Japan Geoscience Union Meeting 2019

Presentation information

[E] Oral

A (Atmospheric and Hydrospheric Sciences ) » A-OS Ocean Sciences & Ocean Environment

[A-OS07] Climate variability and predictability on subseasonal to decadal timescales

Thu. May 30, 2019 1:45 PM - 3:15 PM 105 (1F)

convener:Takashi Mochizuki(Japan Agency for Marine-Earth Science and Technology), V Ramaswamy(NOAA GFDL), Doug Smith(Met Office), Yushi Morioka(Japan Agency for Marine-Earth Science and Technology), Chairperson:V Ramaswamy(NOAA GFDL), Takashi Mochizuki(Japan Agency for Marine-Earth Science and Technology)

1:45 PM - 2:00 PM

[AOS07-01] Seasonal Predictions of Tropical Cyclones in 2018 using GFDL and NICAM High-Resolution Global Models

★Invited Papers

*Hiroyuki Murakami1,2, Masuo Nakano3, V Ramaswamy1, Thomas Delworth1, Sarah Kapnick1, Rich Gudgel1, Takashi Mochizuki3, Takeshi Doi3, Yushi Morioka3 (1.Geophysical Fluid Dynamics Laboratory, 2.University Corporation for Atmospheric Research, 3.JAMSTEC)
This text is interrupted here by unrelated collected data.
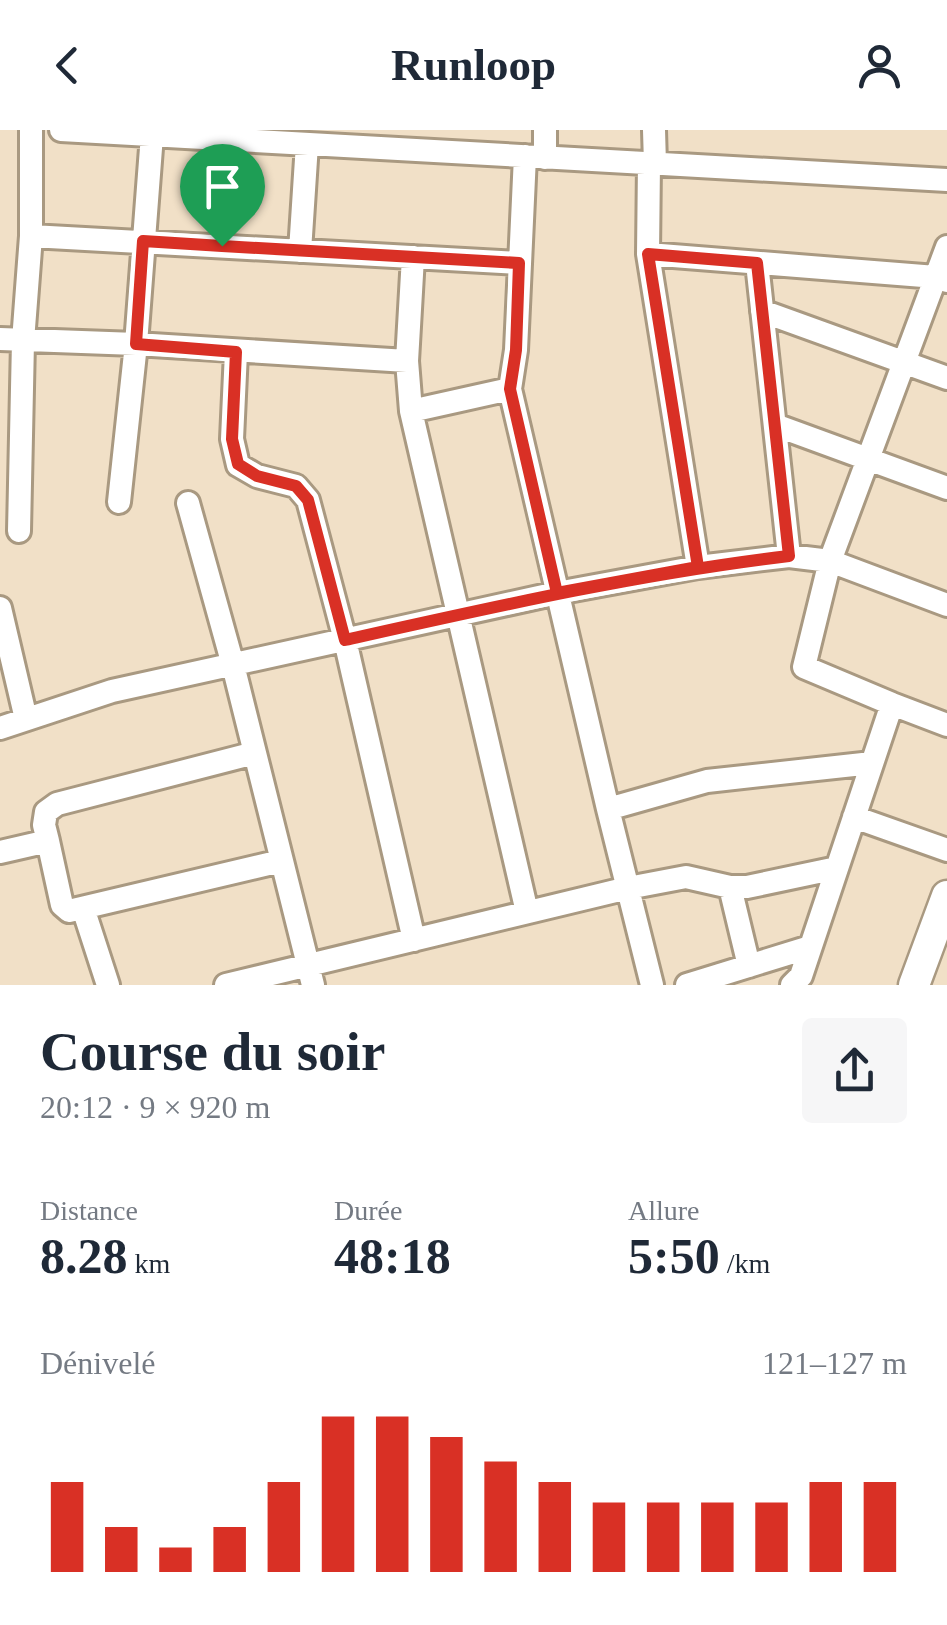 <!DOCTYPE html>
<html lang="fr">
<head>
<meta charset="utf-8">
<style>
  body { margin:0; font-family:"Times New Roman",serif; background:#f6f6f7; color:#1f2937; height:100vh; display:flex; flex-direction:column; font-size:38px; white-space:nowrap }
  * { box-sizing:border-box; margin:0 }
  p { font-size:32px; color:#747a83 }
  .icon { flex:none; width:55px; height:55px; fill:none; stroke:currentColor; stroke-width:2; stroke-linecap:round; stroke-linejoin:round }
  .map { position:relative; height:855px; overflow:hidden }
  .details { display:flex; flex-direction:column; background:#fff; flex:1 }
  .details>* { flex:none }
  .pin { position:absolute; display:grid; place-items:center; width:85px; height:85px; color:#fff; margin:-102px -42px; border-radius:50% 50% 50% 0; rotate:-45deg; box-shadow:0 0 10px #0007 }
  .pin .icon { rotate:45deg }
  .round { display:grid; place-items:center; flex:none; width:105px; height:105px; border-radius:10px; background:#f6f6f7 }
  .head { display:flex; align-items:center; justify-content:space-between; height:170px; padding:0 40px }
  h1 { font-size:55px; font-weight:600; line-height:75px }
  .figures { display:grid; grid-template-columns:repeat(3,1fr); gap:15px; height:170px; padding:10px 40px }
  .figures div { display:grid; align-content:center }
  .figures b { font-size:50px; font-weight:600 }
  .figures small { font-size:28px; font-weight:400 }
  .figures p { font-size:28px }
  .chart { height:280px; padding:20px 40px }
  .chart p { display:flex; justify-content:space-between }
  .chart svg { width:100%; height:180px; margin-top:10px; stroke:#d93025; stroke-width:6 }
  header { display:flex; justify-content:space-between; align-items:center; height:130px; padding:0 40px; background:#fff; font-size:45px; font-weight:600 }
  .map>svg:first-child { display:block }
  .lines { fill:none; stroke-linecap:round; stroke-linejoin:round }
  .street-casing { stroke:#a99981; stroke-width:28 }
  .secondary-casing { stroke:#a99981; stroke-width:35 }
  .street { stroke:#fff; stroke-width:22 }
  .secondary { stroke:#fff; stroke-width:30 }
  .route-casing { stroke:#fff; stroke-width:20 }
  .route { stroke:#d93025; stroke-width:12 }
</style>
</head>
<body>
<header><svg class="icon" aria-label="back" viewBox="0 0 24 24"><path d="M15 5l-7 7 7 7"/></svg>Runloop<svg class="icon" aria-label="person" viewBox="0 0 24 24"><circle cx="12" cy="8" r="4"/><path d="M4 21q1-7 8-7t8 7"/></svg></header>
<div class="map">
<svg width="947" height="855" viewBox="0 0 947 855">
  <rect width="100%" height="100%" fill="#f1e0c7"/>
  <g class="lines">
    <g class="street-casing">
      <path id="street" d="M 61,0 L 947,50
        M 545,0 L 545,28
        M 654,0 L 655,34
        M 525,26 L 516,220 L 510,259 L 608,679 L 652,855
        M 649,33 L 648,124 L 698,437
        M 31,106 L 519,133
        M 947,117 L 830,431 L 804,537 L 892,574 L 947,595
        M 300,121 L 307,14
        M 648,124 L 936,147 L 947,151
        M 413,127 L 407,231 L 411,281 L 527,782
        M 757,133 L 789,426
        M 762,181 L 947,248
        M 0,209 L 136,214 L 407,231
        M 236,222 L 232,309 L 238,335 L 257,346 L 296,356 L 308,370 L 345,510 L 414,810
        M 411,281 L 510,259
        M 775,295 L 947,358
        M 119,372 L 136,214 L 152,5
        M 188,373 L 233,535 L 313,855
        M 19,401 L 23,211 L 31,106 L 31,0
        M 0,478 L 26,589
        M 0,598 L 112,561 L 557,463 L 698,437 L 789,426 L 830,431 L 947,475
        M 608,679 L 707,651 L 872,633
        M 854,687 L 947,720
        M 48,711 L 62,775 L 69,781 L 281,731
        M 0,722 L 48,711 L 44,695 L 46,682 L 57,674 L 255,623
        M 730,757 L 749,836
        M 83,778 L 108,855
        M 226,855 L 628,758 L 686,747 L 730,757 L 747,757 L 837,738
        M 687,855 L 810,817
        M 792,855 L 801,846 L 892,574"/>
    </g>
    <g class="secondary-casing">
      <path id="secondary" d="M 914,855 L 947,766"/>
    </g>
    <use href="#street" class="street"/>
    <use href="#secondary" class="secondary"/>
  </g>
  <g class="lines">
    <g class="route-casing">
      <path id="route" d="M 222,116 L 143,111 L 136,214 L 236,222 L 232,309 L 238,334 L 257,346 L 296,356 L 308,370 L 345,510 C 493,477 638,444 789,426 L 757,133 L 648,124 L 698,437 L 557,463 L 510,259 L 516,220 L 519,133 L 222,116"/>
    </g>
    <use href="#route" class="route"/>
  </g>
</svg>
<div class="pin" style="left:222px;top:116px;background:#1e9e55"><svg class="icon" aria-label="arrive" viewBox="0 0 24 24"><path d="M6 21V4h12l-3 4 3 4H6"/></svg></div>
</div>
<section class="details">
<div class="head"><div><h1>Course du soir</h1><p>20:12 · 9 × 920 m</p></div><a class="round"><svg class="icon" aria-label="share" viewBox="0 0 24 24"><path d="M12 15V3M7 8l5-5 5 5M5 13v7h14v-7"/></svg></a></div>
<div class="figures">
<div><p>Distance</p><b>8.28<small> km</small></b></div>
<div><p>Durée</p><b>48:18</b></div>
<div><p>Allure</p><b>5:50<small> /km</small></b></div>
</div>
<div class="chart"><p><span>Dénivelé</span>121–127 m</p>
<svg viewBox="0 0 160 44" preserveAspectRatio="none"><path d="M5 44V22M15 44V33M25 44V38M35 44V33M45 44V22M55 44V6M65 44V6M75 44V11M85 44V17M95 44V22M105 44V27M115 44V27M125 44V27M135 44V27M145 44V22M155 44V22"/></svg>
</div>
</section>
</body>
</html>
Keywords:Tropical Cyclone, Seasonal Prediction, Pacific Meridional Mode, Anthropogenic Forcing, Typhoon, Global Warming

We conduct real-time seasonal forecast using high-resolution global models (GFDL-FLOR, GFDL-HiFLOR, and NICAM) that have skill in predicting tropical cyclone statistics over the global ocean basins. The seasonal predictions starting from 2018 July initial conditions show above normal frequency of tropical cyclones in the Western North Pacific and Central Pacific Oceans as observed. To understand physical mechanisms behind the active storm season in the Pacific, we conducted idealized seasonal forecasts by changing sea surface temperature spatial patterns, which is so called "real-time attribution" simulations. We find out that warmer subtropical Pacific associated with positive Pacific Meridional Mode (PMM), rather than central Pacific El Nino, was responsible for the active storm season. In the presentation, we will also show preliminary results for impact of anthropogenic forcing on the 2018 active storm season.